Bicultural Urbanite Brianna On the Ball: World Cup Fever and AFL
I don’t really get soccer. Instead of growing up watching ‘The World Game’ on SBS, I spent my youth listening to the dulcet tones of Richie Benaud’s cricket commentary.
Yet despite being somewhat dumbfounded by the extreme popularity of a 90-minute game in which it is possible for absolutely no points to be scored, I can appreciate that soccer – like cricket – must be full of captivating subtleties that are apparent only to the trained eye. This year’s World Cup got me reminiscing about my relationship with the world’s most popular sport.
Given that I lack the necessary cultural grooming, being invited along to watch Bundesliga or Champions League games is always a bit of a chore. So much so, that at some point, an Australian friend and I decided turn the tables on our soccer-loving friends and host an AFL football night. We got hold of a DVD of the nail-biting 2005 Grand Final between the Sydney Swans and the West Coast Eagles, in which Sydney gets over the line by four points in the dying minutes of the fourth quarter. Our guests were randomly assigned a team and told to come dressed in either white and red or yellow and blue to ensure we had two dedicated cheer squads. My friend and I wrote the rules of AFL on butcher paper, stuck them on the walls and served up meat pies and sausage rolls with lashings of tomato sauce.
After firing up the DVD, we all stood for the national anthem before the barracking began. Our German mates seemed to enjoy the experience, although some were shocked by the brutality of the tackling, while others often lost track of the direction of play. The choppy editing and numerous camera angles combined with an oval-shaped pitch and an oval-shaped ball makes AFL rather difficult to follow, particularly if you’re used to a rectangular pitch and left-to-right soccer coverage.

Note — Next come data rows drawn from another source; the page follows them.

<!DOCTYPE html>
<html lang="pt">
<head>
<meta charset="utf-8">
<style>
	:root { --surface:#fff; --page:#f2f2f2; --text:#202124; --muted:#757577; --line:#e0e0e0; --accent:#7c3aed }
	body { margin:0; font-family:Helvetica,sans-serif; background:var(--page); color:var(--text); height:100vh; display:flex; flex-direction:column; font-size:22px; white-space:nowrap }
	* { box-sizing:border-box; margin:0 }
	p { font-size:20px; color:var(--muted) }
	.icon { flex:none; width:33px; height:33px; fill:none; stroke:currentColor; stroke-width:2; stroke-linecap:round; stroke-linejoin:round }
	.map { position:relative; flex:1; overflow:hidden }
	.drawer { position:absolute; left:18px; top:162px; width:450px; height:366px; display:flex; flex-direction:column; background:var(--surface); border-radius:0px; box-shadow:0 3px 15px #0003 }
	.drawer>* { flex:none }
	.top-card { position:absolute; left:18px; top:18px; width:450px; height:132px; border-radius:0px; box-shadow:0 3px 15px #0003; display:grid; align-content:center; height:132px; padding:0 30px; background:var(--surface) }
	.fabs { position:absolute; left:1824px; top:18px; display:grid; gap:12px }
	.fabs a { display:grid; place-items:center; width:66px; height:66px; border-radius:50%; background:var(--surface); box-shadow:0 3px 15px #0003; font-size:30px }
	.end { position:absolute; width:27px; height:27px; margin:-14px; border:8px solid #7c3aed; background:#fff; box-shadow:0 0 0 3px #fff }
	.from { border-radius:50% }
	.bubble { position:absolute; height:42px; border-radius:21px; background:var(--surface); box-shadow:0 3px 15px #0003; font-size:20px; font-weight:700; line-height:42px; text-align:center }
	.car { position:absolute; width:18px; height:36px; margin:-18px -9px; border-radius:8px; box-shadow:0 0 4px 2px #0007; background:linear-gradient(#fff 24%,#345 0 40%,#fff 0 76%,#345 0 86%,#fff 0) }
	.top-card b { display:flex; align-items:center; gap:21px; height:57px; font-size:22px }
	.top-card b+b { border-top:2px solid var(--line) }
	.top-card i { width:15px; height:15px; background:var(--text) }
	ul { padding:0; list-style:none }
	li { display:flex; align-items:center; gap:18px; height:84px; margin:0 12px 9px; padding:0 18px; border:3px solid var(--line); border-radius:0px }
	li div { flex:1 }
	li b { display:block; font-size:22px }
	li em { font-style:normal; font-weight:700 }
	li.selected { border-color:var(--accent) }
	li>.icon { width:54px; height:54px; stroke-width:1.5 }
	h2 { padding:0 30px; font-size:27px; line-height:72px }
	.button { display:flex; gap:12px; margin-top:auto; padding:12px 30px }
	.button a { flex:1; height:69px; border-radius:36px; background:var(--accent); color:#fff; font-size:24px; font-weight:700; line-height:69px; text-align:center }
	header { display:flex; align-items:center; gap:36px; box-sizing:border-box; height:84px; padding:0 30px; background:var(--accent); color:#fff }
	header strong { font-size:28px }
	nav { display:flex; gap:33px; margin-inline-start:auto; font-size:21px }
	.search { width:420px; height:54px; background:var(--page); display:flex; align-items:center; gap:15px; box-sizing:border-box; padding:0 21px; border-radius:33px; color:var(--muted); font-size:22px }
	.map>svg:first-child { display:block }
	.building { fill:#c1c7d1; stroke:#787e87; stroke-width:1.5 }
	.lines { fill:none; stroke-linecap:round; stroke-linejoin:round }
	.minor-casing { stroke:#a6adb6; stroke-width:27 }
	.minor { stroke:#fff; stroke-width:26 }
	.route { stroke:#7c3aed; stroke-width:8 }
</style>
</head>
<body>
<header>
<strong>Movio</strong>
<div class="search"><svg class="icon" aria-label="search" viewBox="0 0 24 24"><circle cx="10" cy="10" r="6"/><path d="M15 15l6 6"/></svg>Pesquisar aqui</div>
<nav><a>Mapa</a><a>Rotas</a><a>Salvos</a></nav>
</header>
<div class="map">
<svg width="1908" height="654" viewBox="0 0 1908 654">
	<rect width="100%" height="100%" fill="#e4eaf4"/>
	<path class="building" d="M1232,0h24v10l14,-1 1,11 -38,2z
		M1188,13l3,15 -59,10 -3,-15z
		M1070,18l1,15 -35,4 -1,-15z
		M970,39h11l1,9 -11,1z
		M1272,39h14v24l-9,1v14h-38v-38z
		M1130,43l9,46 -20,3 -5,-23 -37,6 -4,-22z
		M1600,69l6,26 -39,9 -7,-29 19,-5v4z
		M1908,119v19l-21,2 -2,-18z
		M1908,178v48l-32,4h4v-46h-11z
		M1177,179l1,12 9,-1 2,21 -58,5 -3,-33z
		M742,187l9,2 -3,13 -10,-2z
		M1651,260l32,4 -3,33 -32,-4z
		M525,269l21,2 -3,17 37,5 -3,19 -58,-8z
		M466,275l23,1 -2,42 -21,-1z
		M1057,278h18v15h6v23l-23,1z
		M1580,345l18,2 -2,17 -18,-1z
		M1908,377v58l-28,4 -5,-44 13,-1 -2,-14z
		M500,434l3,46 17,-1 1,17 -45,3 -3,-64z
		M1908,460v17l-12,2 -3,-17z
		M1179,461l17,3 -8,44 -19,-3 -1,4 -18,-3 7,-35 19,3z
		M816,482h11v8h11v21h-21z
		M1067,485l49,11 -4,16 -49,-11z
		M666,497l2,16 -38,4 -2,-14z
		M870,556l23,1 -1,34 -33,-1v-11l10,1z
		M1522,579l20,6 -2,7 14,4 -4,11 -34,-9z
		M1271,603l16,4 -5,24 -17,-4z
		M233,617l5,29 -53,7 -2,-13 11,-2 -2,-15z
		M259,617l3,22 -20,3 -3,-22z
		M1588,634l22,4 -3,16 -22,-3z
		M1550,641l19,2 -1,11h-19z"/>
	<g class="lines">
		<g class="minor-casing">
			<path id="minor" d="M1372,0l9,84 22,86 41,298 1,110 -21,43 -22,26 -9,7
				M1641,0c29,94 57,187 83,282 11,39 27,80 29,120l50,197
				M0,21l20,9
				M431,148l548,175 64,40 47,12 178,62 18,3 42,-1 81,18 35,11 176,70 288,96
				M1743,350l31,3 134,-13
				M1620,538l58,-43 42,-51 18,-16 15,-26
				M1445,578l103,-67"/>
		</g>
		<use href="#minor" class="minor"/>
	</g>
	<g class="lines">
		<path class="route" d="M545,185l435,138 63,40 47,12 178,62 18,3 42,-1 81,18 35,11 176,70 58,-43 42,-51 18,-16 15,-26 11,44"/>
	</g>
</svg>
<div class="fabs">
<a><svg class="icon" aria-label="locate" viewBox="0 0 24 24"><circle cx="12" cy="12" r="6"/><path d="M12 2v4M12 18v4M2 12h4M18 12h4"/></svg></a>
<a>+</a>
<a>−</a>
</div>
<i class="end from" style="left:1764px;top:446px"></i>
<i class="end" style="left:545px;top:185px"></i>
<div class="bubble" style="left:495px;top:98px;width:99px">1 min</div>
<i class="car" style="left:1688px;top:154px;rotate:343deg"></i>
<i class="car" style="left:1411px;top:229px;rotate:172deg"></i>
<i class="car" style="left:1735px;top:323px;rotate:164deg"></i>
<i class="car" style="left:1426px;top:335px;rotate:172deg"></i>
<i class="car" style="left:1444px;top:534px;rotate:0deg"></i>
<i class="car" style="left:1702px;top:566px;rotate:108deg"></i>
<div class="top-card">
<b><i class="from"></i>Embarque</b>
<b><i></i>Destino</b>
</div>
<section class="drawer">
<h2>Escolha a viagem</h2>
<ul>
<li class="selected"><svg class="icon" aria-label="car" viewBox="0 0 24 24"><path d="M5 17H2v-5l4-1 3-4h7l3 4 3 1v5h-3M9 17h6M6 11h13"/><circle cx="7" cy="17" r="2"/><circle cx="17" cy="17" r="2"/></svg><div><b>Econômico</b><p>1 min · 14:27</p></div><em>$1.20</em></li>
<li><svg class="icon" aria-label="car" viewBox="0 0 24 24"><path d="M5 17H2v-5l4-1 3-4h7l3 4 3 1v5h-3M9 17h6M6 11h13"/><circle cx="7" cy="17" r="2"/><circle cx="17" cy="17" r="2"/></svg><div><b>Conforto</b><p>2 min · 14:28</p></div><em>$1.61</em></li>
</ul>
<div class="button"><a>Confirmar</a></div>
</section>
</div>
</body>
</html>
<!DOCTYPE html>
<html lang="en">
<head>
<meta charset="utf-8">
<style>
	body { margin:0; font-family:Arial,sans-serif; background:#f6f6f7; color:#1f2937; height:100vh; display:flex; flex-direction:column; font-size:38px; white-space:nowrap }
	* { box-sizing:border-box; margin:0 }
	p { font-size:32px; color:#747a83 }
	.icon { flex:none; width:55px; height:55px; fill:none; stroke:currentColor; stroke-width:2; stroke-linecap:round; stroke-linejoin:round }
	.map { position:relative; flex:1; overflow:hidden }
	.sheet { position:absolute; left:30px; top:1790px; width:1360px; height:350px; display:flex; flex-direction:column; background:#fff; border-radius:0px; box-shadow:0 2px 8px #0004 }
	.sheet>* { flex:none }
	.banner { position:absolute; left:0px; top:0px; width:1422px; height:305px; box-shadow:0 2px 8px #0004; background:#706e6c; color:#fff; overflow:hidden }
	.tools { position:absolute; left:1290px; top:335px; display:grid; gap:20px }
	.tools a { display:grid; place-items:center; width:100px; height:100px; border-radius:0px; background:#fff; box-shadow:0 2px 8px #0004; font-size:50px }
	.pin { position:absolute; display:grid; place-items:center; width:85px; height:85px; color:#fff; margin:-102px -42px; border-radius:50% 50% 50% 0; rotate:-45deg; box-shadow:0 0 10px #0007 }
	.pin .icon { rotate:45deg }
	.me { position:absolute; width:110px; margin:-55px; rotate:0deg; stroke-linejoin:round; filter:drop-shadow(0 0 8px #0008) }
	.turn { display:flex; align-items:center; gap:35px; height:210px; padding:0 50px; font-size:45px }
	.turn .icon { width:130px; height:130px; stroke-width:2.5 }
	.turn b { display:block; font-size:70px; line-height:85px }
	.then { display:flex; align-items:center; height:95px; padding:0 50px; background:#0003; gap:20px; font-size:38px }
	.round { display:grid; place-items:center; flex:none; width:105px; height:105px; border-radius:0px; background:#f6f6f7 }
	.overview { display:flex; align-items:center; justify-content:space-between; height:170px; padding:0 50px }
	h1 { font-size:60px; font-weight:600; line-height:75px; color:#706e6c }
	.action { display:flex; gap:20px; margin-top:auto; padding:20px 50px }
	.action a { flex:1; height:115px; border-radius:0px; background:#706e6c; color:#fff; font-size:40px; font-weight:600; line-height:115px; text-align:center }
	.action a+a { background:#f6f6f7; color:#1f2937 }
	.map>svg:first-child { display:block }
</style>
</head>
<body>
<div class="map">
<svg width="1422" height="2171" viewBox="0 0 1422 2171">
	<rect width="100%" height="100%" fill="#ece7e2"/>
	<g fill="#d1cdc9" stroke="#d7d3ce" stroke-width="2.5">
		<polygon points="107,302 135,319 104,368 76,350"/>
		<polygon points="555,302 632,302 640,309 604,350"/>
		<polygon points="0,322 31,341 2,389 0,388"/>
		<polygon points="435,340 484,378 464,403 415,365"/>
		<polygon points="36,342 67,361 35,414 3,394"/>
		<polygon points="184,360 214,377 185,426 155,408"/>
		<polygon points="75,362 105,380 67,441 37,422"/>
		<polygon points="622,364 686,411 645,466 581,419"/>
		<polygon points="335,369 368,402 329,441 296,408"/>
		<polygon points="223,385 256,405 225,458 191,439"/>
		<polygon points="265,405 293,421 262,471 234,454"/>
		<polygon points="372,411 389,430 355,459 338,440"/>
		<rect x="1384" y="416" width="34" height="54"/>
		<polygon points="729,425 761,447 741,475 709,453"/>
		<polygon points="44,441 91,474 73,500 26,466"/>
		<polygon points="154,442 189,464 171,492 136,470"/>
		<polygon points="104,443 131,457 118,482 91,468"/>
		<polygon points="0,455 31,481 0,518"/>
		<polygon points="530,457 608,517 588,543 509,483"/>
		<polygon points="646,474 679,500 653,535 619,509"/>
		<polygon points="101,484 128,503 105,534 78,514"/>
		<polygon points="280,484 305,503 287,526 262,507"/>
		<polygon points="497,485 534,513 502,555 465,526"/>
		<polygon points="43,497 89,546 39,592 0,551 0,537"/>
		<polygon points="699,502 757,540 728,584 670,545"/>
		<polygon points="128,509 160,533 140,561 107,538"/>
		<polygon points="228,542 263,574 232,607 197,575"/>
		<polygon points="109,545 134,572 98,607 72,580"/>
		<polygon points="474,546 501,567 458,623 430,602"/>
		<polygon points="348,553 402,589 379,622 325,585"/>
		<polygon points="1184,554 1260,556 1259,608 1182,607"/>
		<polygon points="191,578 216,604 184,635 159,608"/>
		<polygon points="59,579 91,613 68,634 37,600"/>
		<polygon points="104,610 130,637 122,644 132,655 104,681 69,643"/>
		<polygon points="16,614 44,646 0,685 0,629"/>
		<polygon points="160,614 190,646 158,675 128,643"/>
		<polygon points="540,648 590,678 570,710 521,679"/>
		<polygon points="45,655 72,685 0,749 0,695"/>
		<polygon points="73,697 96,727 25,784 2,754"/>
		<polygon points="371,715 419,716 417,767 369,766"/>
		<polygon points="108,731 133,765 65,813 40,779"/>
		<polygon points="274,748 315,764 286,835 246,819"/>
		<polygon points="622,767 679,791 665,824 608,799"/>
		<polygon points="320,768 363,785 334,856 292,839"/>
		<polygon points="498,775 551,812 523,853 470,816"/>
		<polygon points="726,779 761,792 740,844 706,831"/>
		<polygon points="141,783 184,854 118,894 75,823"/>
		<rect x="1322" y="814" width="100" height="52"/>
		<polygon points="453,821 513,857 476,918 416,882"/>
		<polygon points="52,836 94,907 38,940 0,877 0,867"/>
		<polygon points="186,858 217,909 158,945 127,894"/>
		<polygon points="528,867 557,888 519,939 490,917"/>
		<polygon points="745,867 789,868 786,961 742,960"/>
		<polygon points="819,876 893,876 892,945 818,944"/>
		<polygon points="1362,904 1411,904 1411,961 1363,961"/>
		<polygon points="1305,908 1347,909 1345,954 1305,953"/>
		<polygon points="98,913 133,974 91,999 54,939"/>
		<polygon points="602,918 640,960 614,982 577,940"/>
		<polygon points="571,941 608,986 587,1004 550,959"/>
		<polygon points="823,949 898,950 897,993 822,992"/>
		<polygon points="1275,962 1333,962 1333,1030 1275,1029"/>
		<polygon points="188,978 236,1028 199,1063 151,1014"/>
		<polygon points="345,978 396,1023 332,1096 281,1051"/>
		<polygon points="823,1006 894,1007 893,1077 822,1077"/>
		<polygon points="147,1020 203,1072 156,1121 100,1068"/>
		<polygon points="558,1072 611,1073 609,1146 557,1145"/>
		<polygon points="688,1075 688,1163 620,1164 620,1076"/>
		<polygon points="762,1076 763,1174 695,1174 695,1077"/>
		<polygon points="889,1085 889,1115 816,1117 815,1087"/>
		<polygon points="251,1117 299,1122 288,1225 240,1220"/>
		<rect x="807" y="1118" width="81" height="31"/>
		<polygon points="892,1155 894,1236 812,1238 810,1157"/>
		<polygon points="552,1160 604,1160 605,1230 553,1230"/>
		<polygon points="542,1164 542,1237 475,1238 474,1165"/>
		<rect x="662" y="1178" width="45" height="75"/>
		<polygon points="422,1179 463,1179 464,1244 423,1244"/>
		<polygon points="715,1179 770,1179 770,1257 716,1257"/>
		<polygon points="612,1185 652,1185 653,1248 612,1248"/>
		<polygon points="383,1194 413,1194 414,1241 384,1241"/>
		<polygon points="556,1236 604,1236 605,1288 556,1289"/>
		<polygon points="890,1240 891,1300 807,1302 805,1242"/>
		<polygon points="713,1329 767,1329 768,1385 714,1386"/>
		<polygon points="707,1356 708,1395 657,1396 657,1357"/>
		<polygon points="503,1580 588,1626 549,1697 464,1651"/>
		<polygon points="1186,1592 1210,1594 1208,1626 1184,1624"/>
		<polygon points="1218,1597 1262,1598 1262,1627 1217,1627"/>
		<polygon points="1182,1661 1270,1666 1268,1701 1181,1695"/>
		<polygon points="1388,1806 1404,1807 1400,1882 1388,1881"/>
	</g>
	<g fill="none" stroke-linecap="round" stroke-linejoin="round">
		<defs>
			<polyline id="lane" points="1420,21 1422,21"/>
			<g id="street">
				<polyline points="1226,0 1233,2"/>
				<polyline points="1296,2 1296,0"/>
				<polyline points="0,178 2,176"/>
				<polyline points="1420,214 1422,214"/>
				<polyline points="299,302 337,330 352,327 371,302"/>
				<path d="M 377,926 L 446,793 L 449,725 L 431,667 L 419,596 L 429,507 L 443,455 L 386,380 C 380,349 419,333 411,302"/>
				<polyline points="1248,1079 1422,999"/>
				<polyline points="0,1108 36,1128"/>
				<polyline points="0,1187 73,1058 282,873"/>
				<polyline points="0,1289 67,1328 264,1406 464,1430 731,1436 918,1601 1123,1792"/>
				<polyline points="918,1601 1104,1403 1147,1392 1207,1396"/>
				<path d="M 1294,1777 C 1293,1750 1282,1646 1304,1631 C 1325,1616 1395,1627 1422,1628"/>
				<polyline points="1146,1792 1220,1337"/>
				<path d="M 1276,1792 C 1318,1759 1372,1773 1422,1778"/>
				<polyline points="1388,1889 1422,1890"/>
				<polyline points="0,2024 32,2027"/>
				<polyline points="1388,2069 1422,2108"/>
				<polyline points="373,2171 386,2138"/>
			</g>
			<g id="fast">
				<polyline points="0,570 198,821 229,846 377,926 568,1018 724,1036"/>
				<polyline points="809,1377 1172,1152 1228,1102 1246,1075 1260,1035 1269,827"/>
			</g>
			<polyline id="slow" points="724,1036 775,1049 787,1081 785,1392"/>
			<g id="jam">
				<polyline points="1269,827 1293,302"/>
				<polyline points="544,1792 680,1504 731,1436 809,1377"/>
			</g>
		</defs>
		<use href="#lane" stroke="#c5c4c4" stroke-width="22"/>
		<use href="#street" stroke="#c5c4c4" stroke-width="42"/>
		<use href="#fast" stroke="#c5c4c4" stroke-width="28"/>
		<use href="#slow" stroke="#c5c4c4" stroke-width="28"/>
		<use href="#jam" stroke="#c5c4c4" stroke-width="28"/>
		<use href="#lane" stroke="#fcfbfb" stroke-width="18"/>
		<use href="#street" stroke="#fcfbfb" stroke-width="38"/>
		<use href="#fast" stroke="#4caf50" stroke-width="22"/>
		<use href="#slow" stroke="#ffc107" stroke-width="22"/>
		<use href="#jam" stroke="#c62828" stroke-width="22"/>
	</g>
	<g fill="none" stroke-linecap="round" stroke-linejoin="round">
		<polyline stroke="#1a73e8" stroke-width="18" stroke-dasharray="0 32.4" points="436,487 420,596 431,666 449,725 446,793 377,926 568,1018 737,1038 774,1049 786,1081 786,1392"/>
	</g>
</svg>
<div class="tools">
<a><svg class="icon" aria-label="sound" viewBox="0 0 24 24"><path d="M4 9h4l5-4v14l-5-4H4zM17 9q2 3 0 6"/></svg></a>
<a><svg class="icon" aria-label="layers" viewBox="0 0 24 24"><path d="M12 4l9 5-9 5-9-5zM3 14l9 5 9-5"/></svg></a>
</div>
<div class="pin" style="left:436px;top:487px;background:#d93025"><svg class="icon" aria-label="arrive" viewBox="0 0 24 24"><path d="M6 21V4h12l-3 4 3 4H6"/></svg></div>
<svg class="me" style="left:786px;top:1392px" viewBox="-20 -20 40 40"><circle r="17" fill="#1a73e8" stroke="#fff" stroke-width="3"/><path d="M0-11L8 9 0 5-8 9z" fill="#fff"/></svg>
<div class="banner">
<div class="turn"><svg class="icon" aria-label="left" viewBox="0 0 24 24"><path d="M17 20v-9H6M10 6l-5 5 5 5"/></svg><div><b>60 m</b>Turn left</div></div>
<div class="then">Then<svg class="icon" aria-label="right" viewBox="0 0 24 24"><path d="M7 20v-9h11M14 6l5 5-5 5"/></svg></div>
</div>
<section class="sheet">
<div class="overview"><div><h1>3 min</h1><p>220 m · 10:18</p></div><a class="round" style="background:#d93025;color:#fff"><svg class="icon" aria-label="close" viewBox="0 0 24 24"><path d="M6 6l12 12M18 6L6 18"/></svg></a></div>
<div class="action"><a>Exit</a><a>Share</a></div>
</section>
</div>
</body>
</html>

THE PUBLIC VIEWING PHENOMENON
Cultural exchange complete, we all reverted to our preferred sports. With one exception. Every four years, Berlin embraces the World Cup with such intensity that I find myself wilfully tuning in. The public viewing phenomenon is pretty hard to ignore, with TV screens popping up in bars, restaurants and cafes all over the city. Crowds mill around ad hoc screens balancing on flimsy tables outside of corner shops and beer gardens heave with sloshed punters while a two-kilometre public viewing Fanmeile is set up at the Brandenburg Gate to accommodate the really hardcore fans. Those with absolutely no interest in soccer also enjoy a win during the tournament, as match times provide an excellent opportunity to get your grocery shopping done in peace.
RED, BLACK AND GOLD
For four weeks the whole city is in holiday mode and there’s a surge in pseudo diplomats driving around with cheap miniature German flags wedged into their electric windows. Although this summer, there was a lot less flag-waving than in previous years. For the first time since 1938, the German team did not progress to the quarter finals. This was a blow for Jogis Jungs – German coach Jogi Löw and his boys – not to mention the millions of football fans around the country. Another big loser of this year’s tournament was the manufacturers of German World Cup tat. Berlin’s supermarkets and One Euro shops were packed to the gunnels with fanwear and merchandise that was instantly rendered redundant about halfway through the competition. That’s a lot of red, black and gold memorabilia most likely headed for landfill. We can only hope that novelty wigs and large inflatable clapping sticks will still be popular in four years’ time and manufacturers have the foresight to squirrel them away until 2022. After all, as the saying goes: Nach der WM ist vor der WM! (after the World Cup is before the World Cup!)